__WHAT THE TASK REQUIRES__: Word for word, restate the lines from the top of the records below through the line with "display:flex; align-items:center; gap:12px;", both included, with no pictures in the result.

Stored items
[Start of Attachment]

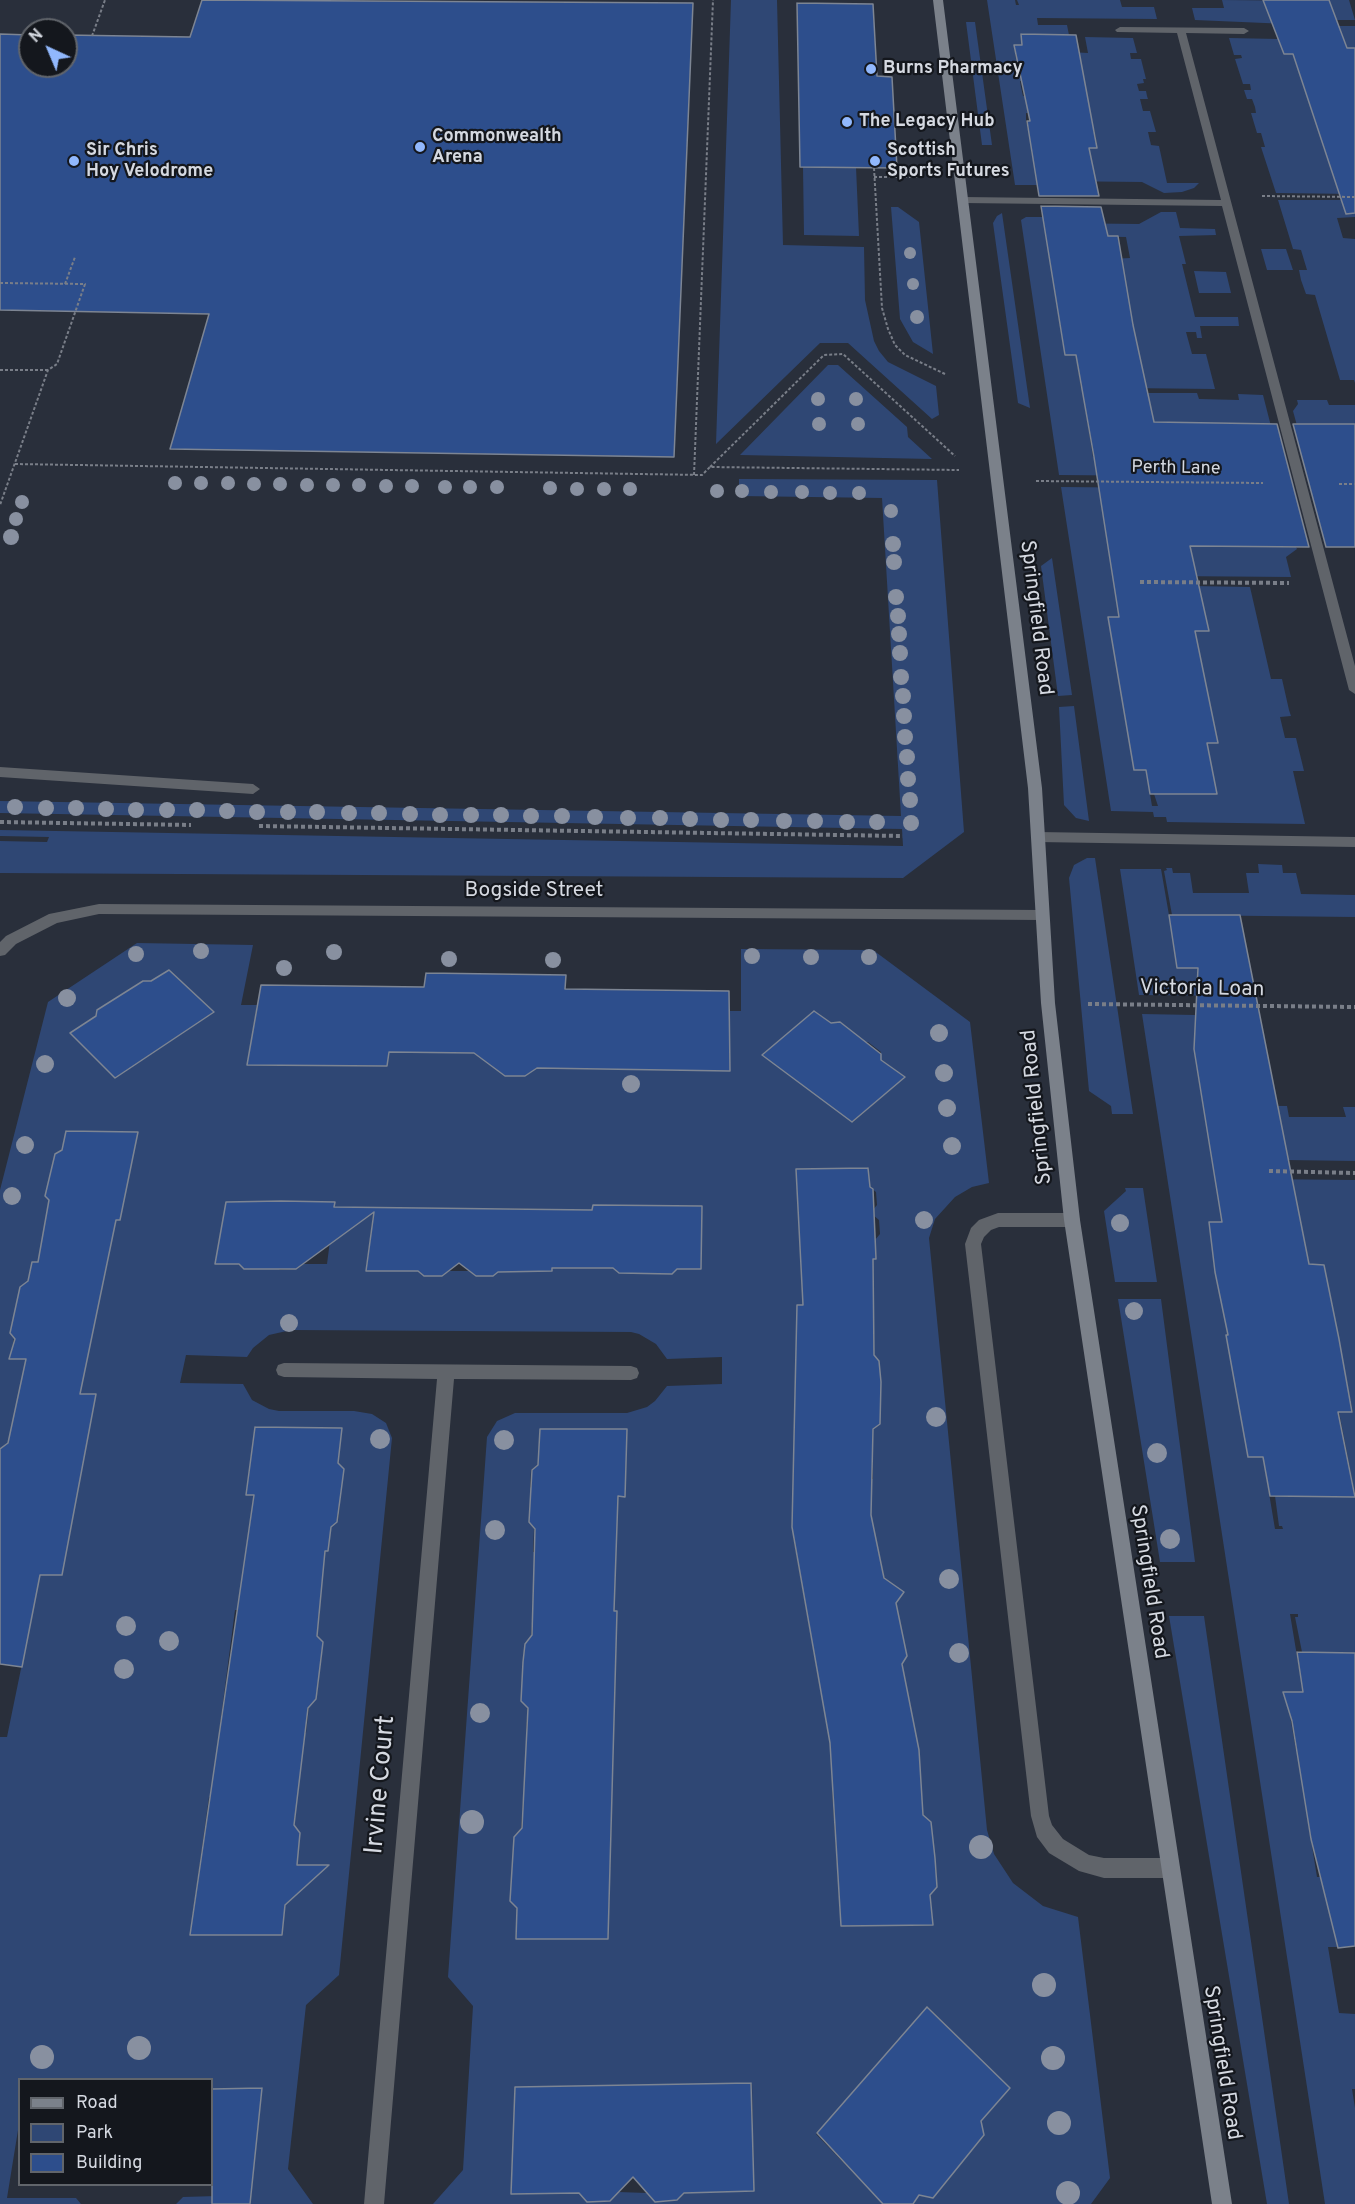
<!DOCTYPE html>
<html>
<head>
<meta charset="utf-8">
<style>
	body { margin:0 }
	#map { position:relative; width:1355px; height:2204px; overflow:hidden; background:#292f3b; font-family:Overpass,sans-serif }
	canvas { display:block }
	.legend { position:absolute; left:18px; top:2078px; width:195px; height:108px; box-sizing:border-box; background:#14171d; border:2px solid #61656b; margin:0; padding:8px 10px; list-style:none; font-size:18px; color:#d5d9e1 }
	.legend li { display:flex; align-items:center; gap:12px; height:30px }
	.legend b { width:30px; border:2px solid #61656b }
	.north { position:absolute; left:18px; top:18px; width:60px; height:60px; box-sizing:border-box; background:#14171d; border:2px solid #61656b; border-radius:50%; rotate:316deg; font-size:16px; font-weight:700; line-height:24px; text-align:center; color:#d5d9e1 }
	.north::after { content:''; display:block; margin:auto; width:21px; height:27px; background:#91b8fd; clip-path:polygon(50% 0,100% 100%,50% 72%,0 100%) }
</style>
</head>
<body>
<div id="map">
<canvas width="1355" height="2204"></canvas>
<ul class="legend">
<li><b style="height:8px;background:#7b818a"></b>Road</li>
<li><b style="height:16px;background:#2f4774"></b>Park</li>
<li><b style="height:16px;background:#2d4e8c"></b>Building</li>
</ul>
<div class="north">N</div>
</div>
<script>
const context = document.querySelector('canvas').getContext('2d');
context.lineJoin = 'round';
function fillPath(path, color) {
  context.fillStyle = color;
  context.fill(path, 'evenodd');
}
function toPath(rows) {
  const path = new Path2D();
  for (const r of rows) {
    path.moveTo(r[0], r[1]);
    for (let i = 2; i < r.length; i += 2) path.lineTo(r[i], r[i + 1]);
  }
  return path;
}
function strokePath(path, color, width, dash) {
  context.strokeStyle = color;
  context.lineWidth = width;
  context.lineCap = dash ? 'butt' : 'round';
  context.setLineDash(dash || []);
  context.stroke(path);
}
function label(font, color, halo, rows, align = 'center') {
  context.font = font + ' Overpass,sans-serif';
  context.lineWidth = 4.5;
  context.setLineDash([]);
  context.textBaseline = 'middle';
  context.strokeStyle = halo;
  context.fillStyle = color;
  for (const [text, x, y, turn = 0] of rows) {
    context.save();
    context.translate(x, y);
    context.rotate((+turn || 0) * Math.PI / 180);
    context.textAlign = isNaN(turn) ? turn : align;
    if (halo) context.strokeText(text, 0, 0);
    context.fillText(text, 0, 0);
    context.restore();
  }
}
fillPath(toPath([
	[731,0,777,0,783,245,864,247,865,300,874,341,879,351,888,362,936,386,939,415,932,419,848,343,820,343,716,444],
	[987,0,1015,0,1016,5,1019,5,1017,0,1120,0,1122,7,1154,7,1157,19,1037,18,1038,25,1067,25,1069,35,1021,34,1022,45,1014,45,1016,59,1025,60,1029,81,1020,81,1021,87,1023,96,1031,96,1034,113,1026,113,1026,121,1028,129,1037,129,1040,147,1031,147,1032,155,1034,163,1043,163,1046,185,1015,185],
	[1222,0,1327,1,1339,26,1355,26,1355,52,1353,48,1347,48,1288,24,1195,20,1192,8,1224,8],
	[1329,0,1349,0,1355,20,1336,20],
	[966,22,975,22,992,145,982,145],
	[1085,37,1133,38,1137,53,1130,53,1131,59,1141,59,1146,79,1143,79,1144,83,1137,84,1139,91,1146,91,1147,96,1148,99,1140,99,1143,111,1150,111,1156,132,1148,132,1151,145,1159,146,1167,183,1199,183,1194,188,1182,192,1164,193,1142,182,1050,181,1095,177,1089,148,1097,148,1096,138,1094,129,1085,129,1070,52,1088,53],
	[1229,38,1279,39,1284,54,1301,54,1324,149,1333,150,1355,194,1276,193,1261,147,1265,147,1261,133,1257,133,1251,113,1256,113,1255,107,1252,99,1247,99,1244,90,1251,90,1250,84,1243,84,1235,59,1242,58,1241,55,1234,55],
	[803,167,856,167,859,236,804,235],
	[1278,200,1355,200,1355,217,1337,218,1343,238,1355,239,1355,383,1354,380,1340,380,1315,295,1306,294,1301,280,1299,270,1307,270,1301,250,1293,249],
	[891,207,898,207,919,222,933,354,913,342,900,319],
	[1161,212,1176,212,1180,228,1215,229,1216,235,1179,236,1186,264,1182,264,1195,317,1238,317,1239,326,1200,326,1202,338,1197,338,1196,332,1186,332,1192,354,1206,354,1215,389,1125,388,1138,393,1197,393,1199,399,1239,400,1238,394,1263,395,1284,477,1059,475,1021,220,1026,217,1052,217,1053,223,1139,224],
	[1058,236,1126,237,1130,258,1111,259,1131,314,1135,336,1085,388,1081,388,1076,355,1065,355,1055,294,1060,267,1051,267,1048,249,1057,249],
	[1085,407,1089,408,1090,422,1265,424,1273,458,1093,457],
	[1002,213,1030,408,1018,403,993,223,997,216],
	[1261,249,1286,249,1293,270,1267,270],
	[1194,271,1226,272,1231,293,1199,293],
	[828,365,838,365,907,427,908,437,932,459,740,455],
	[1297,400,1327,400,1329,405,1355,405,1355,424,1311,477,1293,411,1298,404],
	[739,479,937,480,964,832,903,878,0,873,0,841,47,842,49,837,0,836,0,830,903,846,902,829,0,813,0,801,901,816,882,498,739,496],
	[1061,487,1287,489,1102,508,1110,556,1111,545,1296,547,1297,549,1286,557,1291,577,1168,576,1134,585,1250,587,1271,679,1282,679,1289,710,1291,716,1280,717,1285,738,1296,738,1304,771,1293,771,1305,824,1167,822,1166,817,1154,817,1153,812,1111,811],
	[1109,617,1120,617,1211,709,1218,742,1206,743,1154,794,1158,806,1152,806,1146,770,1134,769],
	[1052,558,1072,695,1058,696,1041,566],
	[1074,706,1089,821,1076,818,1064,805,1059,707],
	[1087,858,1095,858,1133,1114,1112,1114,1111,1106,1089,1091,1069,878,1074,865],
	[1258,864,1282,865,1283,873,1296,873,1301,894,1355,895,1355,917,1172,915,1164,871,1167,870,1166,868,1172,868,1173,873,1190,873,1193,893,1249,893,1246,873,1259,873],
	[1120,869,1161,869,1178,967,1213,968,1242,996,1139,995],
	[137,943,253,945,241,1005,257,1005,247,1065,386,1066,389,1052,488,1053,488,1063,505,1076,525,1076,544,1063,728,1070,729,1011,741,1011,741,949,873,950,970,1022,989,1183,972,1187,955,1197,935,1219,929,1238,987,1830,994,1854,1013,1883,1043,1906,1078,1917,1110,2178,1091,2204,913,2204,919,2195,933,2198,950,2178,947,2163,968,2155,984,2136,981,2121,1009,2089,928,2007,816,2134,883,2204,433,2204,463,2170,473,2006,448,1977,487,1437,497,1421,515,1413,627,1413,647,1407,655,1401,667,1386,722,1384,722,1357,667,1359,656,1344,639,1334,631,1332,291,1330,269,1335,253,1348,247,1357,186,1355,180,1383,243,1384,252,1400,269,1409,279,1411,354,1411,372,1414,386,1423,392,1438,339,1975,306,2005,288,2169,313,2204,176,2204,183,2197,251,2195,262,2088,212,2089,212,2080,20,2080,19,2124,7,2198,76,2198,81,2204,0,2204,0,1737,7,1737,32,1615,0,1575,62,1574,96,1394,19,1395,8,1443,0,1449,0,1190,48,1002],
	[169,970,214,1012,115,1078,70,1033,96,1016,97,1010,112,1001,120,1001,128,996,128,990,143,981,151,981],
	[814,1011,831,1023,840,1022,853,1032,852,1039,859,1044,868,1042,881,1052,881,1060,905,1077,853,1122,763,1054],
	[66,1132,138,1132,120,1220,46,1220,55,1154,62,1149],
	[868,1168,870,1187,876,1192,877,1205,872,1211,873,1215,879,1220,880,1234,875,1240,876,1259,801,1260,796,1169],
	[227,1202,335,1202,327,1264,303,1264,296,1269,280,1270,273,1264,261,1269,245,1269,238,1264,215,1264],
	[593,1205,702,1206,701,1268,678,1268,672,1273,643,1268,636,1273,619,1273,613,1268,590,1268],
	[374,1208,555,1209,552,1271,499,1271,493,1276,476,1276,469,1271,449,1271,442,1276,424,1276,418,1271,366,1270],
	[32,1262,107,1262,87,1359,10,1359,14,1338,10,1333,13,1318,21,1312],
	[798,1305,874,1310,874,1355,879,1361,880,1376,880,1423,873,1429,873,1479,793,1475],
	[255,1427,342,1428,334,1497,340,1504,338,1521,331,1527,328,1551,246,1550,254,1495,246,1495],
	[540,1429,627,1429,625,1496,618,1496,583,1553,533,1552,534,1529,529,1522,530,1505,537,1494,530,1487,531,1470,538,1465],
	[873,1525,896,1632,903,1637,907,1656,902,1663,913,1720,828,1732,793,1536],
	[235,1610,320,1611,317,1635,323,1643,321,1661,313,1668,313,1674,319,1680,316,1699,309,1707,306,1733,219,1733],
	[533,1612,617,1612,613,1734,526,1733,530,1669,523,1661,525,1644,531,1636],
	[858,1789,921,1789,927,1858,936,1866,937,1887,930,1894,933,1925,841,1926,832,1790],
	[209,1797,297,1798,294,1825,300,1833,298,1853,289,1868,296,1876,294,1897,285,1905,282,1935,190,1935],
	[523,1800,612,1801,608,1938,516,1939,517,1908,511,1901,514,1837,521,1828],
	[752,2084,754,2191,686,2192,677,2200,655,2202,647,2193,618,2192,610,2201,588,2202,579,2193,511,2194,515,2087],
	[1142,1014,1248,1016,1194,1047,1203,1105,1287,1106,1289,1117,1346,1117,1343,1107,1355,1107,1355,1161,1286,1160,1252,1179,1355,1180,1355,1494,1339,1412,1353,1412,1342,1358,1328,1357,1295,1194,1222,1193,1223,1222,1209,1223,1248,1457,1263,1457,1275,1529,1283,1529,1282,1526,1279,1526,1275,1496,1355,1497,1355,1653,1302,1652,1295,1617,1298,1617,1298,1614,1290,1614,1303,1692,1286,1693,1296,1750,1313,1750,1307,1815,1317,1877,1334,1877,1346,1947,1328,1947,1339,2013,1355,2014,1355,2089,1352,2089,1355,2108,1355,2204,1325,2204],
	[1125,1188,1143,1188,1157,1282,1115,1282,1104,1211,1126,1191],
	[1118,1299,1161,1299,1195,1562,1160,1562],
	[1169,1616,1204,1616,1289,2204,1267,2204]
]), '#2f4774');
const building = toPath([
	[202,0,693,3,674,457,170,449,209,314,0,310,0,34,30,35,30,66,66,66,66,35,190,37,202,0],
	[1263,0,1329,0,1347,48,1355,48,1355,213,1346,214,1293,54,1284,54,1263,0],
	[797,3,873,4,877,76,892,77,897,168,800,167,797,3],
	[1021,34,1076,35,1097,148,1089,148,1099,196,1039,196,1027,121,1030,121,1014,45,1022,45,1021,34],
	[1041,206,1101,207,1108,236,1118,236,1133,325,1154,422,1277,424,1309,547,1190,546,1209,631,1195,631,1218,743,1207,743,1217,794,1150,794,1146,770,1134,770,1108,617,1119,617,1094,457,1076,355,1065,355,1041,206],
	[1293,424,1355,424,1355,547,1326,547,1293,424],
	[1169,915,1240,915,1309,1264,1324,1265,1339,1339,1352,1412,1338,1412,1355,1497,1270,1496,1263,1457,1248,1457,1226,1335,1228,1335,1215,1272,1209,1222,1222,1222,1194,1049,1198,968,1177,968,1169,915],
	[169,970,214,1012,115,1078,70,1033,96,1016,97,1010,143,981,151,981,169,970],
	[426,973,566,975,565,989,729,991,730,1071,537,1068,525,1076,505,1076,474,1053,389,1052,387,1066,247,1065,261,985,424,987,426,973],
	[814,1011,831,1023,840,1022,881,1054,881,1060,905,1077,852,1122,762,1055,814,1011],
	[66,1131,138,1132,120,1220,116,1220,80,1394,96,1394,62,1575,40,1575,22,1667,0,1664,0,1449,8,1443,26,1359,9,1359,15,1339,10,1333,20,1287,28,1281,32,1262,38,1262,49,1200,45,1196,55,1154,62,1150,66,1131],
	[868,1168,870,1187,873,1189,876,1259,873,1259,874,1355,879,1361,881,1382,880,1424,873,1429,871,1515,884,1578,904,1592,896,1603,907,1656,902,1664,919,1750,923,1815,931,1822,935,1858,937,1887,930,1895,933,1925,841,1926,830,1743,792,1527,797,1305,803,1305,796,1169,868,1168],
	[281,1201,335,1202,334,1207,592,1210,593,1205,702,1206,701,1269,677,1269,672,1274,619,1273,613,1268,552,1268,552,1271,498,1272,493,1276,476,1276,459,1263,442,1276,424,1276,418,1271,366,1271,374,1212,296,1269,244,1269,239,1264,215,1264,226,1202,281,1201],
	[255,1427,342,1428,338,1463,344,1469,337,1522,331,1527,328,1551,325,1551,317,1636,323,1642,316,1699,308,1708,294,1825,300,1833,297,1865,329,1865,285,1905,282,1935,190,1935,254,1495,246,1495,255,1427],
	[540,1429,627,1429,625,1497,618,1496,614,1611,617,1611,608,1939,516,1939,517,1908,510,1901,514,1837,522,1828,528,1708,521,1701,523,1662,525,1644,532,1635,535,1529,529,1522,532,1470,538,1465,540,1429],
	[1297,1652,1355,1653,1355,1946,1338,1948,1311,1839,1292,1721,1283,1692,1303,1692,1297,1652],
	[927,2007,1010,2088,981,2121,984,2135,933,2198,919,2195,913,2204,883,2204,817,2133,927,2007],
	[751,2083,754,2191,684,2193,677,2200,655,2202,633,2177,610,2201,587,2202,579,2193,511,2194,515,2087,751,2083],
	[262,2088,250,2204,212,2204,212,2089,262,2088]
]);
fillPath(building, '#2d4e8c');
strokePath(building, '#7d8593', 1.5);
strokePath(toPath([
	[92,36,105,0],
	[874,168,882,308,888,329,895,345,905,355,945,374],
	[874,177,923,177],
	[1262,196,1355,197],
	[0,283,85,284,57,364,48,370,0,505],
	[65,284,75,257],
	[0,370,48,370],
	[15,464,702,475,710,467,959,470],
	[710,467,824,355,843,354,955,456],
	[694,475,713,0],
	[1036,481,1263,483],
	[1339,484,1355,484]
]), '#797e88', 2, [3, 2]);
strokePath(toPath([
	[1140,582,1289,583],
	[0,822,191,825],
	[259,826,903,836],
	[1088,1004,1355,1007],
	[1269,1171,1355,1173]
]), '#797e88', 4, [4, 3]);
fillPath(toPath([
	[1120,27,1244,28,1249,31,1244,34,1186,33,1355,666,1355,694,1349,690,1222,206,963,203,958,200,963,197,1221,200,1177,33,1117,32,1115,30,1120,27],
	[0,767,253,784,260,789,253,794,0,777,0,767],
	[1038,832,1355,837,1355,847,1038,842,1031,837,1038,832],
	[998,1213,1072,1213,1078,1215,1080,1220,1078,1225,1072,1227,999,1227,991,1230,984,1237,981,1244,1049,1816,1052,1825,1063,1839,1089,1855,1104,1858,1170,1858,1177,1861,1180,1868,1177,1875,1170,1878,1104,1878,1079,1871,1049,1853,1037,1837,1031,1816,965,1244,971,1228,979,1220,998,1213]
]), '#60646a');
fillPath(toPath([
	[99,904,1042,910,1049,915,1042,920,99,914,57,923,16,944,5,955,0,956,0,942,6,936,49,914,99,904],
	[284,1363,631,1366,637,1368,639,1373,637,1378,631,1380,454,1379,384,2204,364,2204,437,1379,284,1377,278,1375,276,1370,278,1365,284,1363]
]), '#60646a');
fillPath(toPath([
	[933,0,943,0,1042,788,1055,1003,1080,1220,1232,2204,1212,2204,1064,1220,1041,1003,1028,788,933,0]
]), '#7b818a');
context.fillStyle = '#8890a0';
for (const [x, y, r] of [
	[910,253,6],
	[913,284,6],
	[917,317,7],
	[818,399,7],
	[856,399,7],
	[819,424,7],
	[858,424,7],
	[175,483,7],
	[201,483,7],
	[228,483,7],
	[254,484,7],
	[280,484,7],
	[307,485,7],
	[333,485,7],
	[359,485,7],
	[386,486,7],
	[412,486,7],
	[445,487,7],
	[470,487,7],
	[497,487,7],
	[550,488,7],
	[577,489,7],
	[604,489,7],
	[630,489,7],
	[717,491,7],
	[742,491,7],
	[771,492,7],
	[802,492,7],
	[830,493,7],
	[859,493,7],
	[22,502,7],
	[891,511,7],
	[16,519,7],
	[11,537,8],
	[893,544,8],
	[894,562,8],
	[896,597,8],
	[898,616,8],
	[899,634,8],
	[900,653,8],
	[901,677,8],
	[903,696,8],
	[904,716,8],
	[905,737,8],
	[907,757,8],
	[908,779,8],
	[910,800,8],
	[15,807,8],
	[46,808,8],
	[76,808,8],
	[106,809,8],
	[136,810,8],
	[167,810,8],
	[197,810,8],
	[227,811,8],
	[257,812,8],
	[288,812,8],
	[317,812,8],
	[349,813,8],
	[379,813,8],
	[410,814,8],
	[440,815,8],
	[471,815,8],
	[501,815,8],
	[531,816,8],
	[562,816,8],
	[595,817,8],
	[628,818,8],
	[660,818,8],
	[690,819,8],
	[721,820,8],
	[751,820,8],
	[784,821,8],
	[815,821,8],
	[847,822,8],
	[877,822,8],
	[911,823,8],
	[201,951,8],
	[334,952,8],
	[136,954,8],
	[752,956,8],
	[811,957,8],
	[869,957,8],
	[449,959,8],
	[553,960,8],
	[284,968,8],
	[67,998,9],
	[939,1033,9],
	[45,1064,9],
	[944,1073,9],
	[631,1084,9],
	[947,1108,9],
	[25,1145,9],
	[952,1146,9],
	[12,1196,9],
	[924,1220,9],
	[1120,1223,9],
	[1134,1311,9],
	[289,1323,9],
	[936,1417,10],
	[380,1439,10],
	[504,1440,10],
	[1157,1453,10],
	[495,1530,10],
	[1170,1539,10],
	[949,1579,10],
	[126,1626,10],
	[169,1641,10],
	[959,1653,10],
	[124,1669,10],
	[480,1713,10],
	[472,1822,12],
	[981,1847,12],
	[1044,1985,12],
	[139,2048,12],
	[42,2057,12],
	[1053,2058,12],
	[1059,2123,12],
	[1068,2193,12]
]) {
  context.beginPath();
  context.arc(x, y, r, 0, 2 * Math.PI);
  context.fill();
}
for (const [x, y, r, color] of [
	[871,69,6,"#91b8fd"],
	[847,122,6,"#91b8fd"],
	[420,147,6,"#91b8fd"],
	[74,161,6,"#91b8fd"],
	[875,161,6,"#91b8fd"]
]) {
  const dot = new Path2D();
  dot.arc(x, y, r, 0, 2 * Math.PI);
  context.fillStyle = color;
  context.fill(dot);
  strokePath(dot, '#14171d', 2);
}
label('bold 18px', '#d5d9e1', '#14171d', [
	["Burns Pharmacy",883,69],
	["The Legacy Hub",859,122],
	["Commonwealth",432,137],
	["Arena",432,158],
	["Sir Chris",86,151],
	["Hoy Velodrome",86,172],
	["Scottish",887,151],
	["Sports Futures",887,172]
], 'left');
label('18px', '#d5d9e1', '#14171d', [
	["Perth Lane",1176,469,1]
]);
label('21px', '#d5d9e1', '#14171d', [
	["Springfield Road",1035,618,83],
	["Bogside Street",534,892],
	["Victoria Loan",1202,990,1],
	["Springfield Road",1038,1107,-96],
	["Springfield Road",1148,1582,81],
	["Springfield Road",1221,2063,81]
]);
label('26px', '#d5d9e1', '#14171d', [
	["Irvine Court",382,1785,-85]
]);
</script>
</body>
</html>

[End of Attachment]

__RESPONSE TO THIS EXERCISE__:
<!DOCTYPE html>
<html>
<head>
<meta charset="utf-8">
<style>
	body { margin:0 }
	#map { position:relative; width:1355px; height:2204px; overflow:hidden; background:#292f3b; font-family:Overpass,sans-serif }
	canvas { display:block }
	.legend { position:absolute; left:18px; top:2078px; width:195px; height:108px; box-sizing:border-box; background:#14171d; border:2px solid #61656b; margin:0; padding:8px 10px; list-style:none; font-size:18px; color:#d5d9e1 }
	.legend li { display:flex; align-items:center; gap:12px; height:30px }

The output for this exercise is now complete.